Among the vital insights from this elaborated example are:

  • You need to use Enums or Literal to define a listing of specific values which might be expected.
  • In case you should name a model’s field otherwise from the sector name within the validated data, you need to use validation_alias. It specifies the sector name in the information being validated.
  • serialization_alias is used when the model’s internal field name isn’t necessarily the identical name you should use once you serialize the model.
  • Field could be excluded from serialization with exclude=True.
  • Model fields could be Pydantic models as well. The strategy of validation in that case is completed recursively. This part is absolutely awesome, since Pydantic does the job of going into depth while validating nested structures.
  • Fields that usually are not taken into consideration within the model definition usually are not parsed.

Here I’ll show you the snippets of code that show where and the way you need to use Pydantic in your day-to-day tasks.

Say you’ve data you could validate and process. It may well be stored in CSV, Parquet files, or, for instance, in a NoSQL database in the shape of a document. Let’s take the instance of a CSV file, and let’s say you should process its content.

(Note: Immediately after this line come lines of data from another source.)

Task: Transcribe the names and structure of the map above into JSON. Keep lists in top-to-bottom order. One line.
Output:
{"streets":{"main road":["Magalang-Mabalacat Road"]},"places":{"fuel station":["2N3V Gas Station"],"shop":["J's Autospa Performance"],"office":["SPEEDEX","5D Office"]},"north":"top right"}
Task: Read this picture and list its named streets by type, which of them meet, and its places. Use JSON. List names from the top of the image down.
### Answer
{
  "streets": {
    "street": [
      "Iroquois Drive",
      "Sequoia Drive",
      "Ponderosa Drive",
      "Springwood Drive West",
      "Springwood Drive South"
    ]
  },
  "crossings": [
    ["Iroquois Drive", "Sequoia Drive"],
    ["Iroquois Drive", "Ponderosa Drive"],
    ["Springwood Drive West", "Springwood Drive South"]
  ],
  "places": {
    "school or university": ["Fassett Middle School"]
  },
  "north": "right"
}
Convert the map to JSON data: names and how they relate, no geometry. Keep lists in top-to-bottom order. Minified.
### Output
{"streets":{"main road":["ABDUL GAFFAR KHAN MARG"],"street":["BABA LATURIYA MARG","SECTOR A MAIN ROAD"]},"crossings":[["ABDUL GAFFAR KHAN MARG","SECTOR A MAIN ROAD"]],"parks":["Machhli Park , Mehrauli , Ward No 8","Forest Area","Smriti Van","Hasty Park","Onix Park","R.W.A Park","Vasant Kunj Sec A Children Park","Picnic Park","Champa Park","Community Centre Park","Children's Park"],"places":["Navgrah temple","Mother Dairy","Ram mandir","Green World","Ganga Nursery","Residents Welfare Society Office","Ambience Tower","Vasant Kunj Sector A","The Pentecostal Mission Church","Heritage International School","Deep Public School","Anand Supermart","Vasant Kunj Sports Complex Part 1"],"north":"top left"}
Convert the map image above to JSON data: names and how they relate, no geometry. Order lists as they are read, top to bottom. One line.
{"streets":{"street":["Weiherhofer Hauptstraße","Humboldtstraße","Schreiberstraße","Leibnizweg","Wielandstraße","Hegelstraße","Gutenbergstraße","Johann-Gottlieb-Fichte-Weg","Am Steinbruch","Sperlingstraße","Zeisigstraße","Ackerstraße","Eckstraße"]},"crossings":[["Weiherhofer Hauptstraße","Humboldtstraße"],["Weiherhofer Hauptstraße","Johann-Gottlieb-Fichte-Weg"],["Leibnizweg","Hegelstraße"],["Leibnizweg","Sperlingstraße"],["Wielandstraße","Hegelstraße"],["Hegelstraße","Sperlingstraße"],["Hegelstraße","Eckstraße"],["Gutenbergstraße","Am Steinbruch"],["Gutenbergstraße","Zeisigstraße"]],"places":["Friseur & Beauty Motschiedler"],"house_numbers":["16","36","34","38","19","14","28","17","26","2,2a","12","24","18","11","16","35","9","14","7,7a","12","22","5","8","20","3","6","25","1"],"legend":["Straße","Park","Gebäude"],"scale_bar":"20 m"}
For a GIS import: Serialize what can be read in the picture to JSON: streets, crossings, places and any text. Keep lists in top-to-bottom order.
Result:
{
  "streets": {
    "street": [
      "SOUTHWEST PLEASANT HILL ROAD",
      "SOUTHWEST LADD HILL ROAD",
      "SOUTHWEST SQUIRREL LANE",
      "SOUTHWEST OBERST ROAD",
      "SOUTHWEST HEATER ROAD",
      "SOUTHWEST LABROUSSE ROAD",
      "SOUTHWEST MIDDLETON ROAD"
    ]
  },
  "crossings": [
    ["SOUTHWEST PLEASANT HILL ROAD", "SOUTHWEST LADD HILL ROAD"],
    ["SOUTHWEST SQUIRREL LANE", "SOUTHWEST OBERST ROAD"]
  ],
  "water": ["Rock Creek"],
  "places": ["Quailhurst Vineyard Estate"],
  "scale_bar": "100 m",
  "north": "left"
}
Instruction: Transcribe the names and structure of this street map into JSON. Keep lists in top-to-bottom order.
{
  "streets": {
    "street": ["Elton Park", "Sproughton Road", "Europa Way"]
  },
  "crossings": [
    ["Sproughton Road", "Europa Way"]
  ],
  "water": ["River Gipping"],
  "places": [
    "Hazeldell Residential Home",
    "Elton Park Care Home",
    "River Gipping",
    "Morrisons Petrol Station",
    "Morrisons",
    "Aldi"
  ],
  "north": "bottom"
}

Here is the CSV file (test.csv) example:

name,age,bank_account
johnny,0,20
matt,10,0
abraham,100,100000
mary,15,15
linda,130,100000

And here is the way it is validated and parsed:

from pydantic import BaseModel
from pydantic import Field
from pydantic import field_validator
from pydantic import ValidationInfo
from typing import List
import csv

FILE_NAME = 'test.csv'

class DataModel(BaseModel):
name: str = Field(min_length=2, max_length=15)
age: int = Field(ge=1, le=120)
bank_account: float = Field(ge=0, default=0)

@field_validator('name')
@classmethod
def validate_name(cls, v: str, info: ValidationInfo) -> str:
return str(v).capitalize()

class ValidatedModels(BaseModel):
validated: List[DataModel]

validated_rows = []

with open(FILE_NAME, 'r') as f:
reader = csv.DictReader(f, delimiter=',')
for row in reader:
try:
validated_rows.append(DataModel(**row))
except ValidationError as ve:
# print out error
# disregard the record
print(f'{ve=}')

validated_rows
> [DataModel(name='Matt', age=10, bank_account=0.0),
DataModel(name='Abraham', age=100, bank_account=100000.0),
DataModel(name='Mary', age=15, bank_account=15.0)]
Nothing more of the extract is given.